PROBLEM TO WORK ON: In the records below, locate the line containing "Map reading. Build", then output that line and all later lines exactly, through the last one.

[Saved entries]
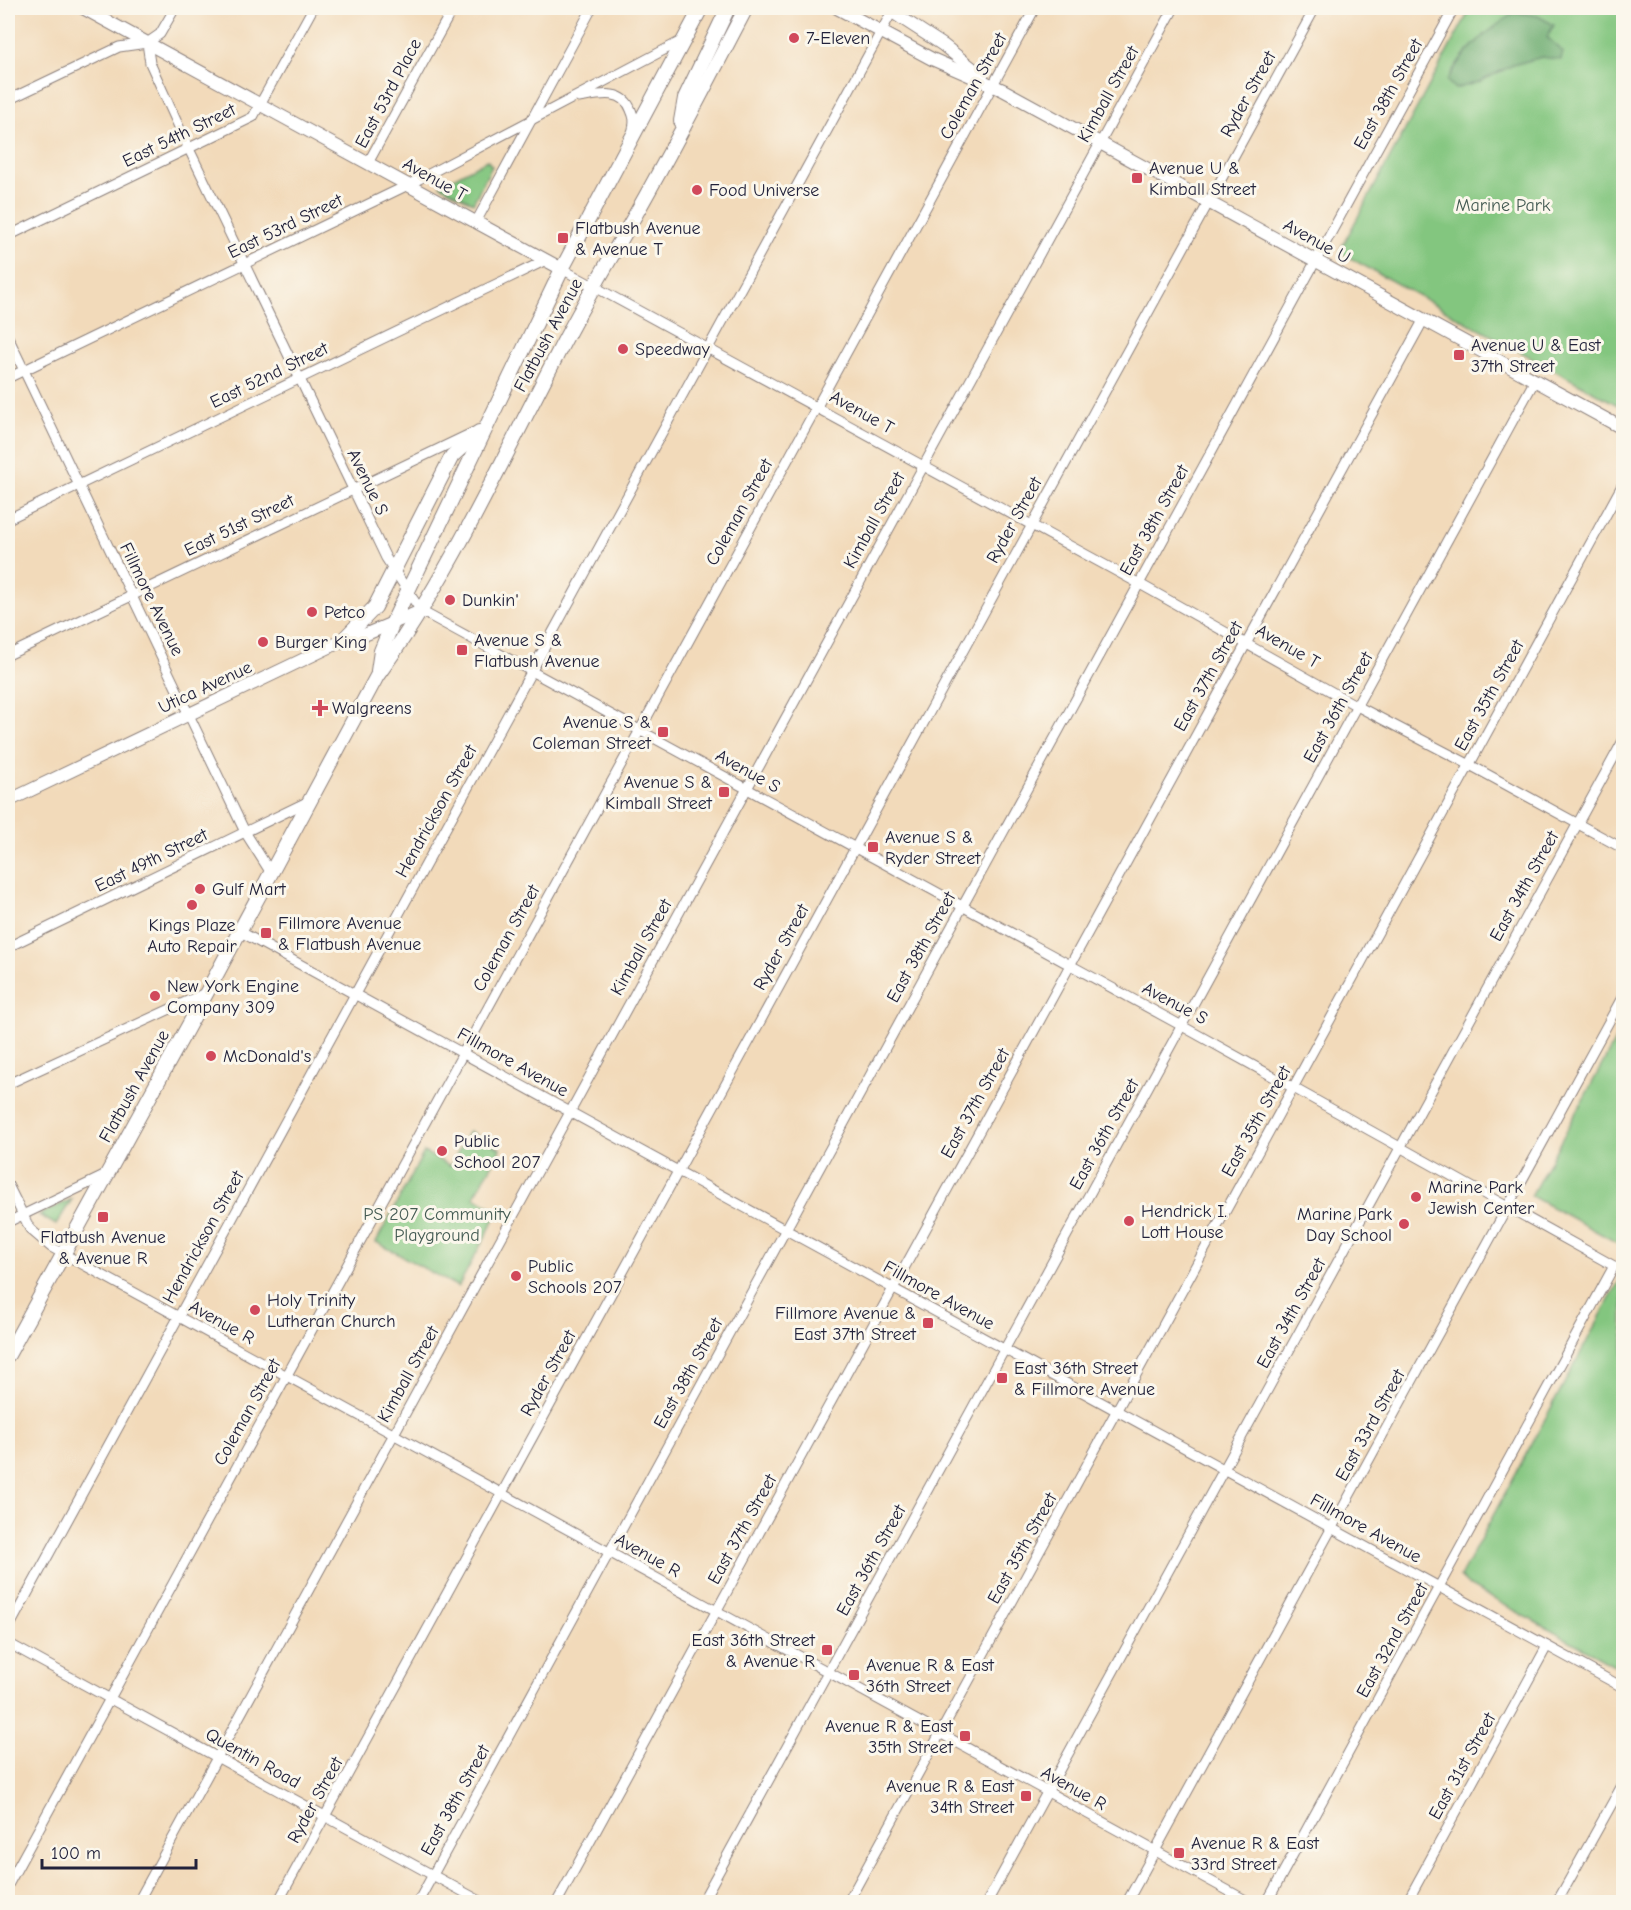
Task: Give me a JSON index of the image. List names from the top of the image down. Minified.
{"streets":{"main road":["Avenue T","Avenue U","Flatbush Avenue","Utica Avenue"],"street":["Coleman Street","East 53rd Place","Kimball Street","Ryder Street","East 38th Street","East 54th Street","East 53rd Street","East 52nd Street","Avenue S","East 51st Street","Fillmore Avenue","East 37th Street","East 35th Street","East 36th Street","Hendrickson Street","East 49th Street","East 34th Street","Avenue R","East 33rd Street","East 32nd Street","Quentin Road","East 31st Street"]},"crossings":[["Coleman Street","Avenue T"],["Coleman Street","Avenue U"],["Coleman Street","Avenue S"],["Coleman Street","Fillmore Avenue"],["Coleman Street","Avenue R"],["Coleman Street","Quentin Road"],["East 53rd Place","Avenue T"],["Kimball Street","Avenue T"],["Kimball Street","Avenue U"],["Kimball Street","Avenue S"],["Kimball Street","Fillmore Avenue"],["Kimball Street","Avenue R"],["Kimball Street","Quentin Road"],["Ryder Street","Avenue T"],["Ryder Street","Avenue U"],["Ryder Street","Avenue S"],["Ryder Street","Fillmore Avenue"],["Ryder Street","Avenue R"],["Ryder Street","Quentin Road"],["East 38th Street","Avenue T"],["East 38th Street","Avenue U"],["East 38th Street","Avenue S"],["East 38th Street","Fillmore Avenue"],["East 38th Street","Avenue R"],["East 38th Street","Quentin Road"],["East 54th Street","Avenue T"],["East 54th Street","Avenue S"],["Avenue T","East 53rd Street"],["Avenue T","Flatbush Avenue"],["Avenue T","East 52nd Street"],["Avenue T","Avenue S"],["Avenue T","East 37th Street"],["Avenue T","East 35th Street"],["Avenue T","East 36th Street"],["Avenue T","Hendrickson Street"],["Avenue T","East 34th Street"],["East 53rd Street","Flatbush Avenue"],["East 53rd Street","Avenue S"],["East 53rd Street","Fillmore Avenue"],["Avenue U","East 37th Street"],["Avenue U","East 36th Street"],["Avenue U","Hendrickson Street"],["Flatbush Avenue","Avenue S"],["Flatbush Avenue","East 51st Street"],["Flatbush Avenue","Fillmore Avenue"],["Flatbush Avenue","Utica Avenue"],["Flatbush Avenue","East 49th Street"],["Flatbush Avenue","Avenue R"],["East 52nd Street","Avenue S"],["East 52nd Street","Fillmore Avenue"],["Avenue S","East 51st Street"],["Avenue S","East 37th Street"],["Avenue S","Utica Avenue"],["Avenue S","East 35th Street"],["Avenue S","East 36th Street"],["Avenue S","Hendrickson Street"],["Avenue S","East 34th Street"],["Avenue S","East 33rd Street"],["Avenue S","East 32nd Street"],["East 51st Street","Fillmore Avenue"],["Fillmore Avenue","East 37th Street"],["Fillmore Avenue","Utica Avenue"],["Fillmore Avenue","East 35th Street"],["Fillmore Avenue","East 36th Street"],["Fillmore Avenue","Hendrickson Street"],["Fillmore Avenue","East 49th Street"],["Fillmore Avenue","East 34th Street"],["Fillmore Avenue","East 33rd Street"],["Fillmore Avenue","East 32nd Street"],["Fillmore Avenue","East 31st Street"],["East 37th Street","Avenue R"],["East 35th Street","Avenue R"],["East 36th Street","Avenue R"],["Hendrickson Street","Avenue R"],["East 34th Street","Avenue R"],["Avenue R","East 33rd Street"]],"parks":["Marine Park","PS 207 Community Playground"],"places":{"other":["7-Eleven","Food Universe","Speedway","Dunkin'","Petco","Burger King","Gulf Mart","Kings Plaze Auto Repair","New York Engine Company 309","McDonald's","Public School 207","Marine Park Jewish Center","Hendrick I. Lott House","Marine Park Day School","Public Schools 207","Holy Trinity Lutheran Church"],"transit":["Avenue U & Kimball Street","Flatbush Avenue & Avenue T","Avenue U & East 37th Street","Avenue S & Flatbush Avenue","Avenue S & Coleman Street","Avenue S & Kimball Street","Avenue S & Ryder Street","Fillmore Avenue & Flatbush Avenue","Flatbush Avenue & Avenue R","Fillmore Avenue & East 37th Street","East 36th Street & Fillmore Avenue","East 36th Street & Avenue R","Avenue R & East 36th Street","Avenue R & East 35th Street","Avenue R & East 34th Street","Avenue R & East 33rd Street"],"health":["Walgreens"]},"scale_bar":"100 m"}
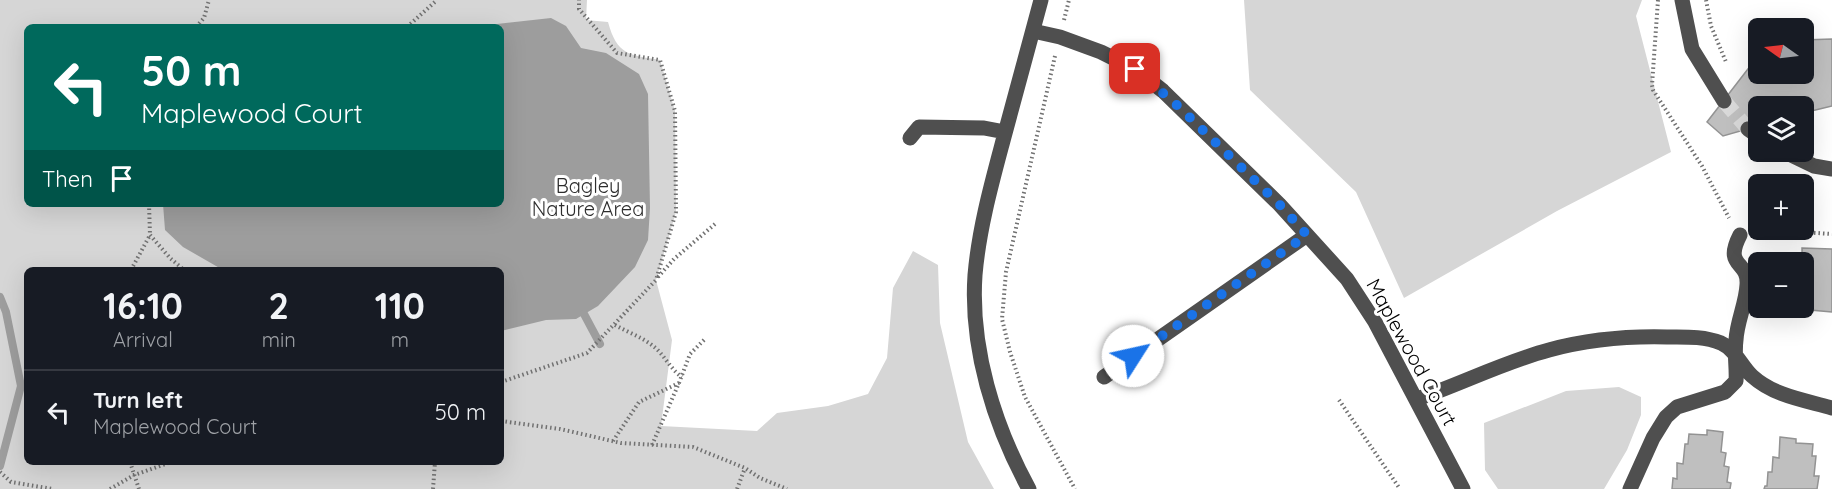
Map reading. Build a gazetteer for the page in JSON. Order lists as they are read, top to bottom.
{
  "streets": {
    "street": ["Maplewood Court"]
  },
  "parks": ["Bagley Nature Area"],
  "north": "left",
  "page": {
    "map_buttons": ["+", "−"],
    "turn": ["50 m", "Maplewood Court"],
    "then": "Then",
    "eta": [
      "16:10",
      "Arrival",
      "2",
      "min",
      "110",
      "m"
    ],
    "list": [
      {
        "name": "Turn left",
        "note": "Maplewood Court",
        "value": "50 m"
      }
    ]
  }
}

YOUR SOLUTION:
Map reading. Build a gazetteer for the page in JSON. Order lists as they are read, top to bottom.
{
  "streets": {
    "street": ["Maplewood Court"]
  },
  "parks": ["Bagley Nature Area"],
  "north": "left",
  "page": {
    "map_buttons": ["+", "−"],
    "turn": ["50 m", "Maplewood Court"],
    "then": "Then",
    "eta": [
      "16:10",
      "Arrival",
      "2",
      "min",
      "110",
      "m"
    ],
    "list": [
      {
        "name": "Turn left",
        "note": "Maplewood Court",
        "value": "50 m"
      }
    ]
  }
}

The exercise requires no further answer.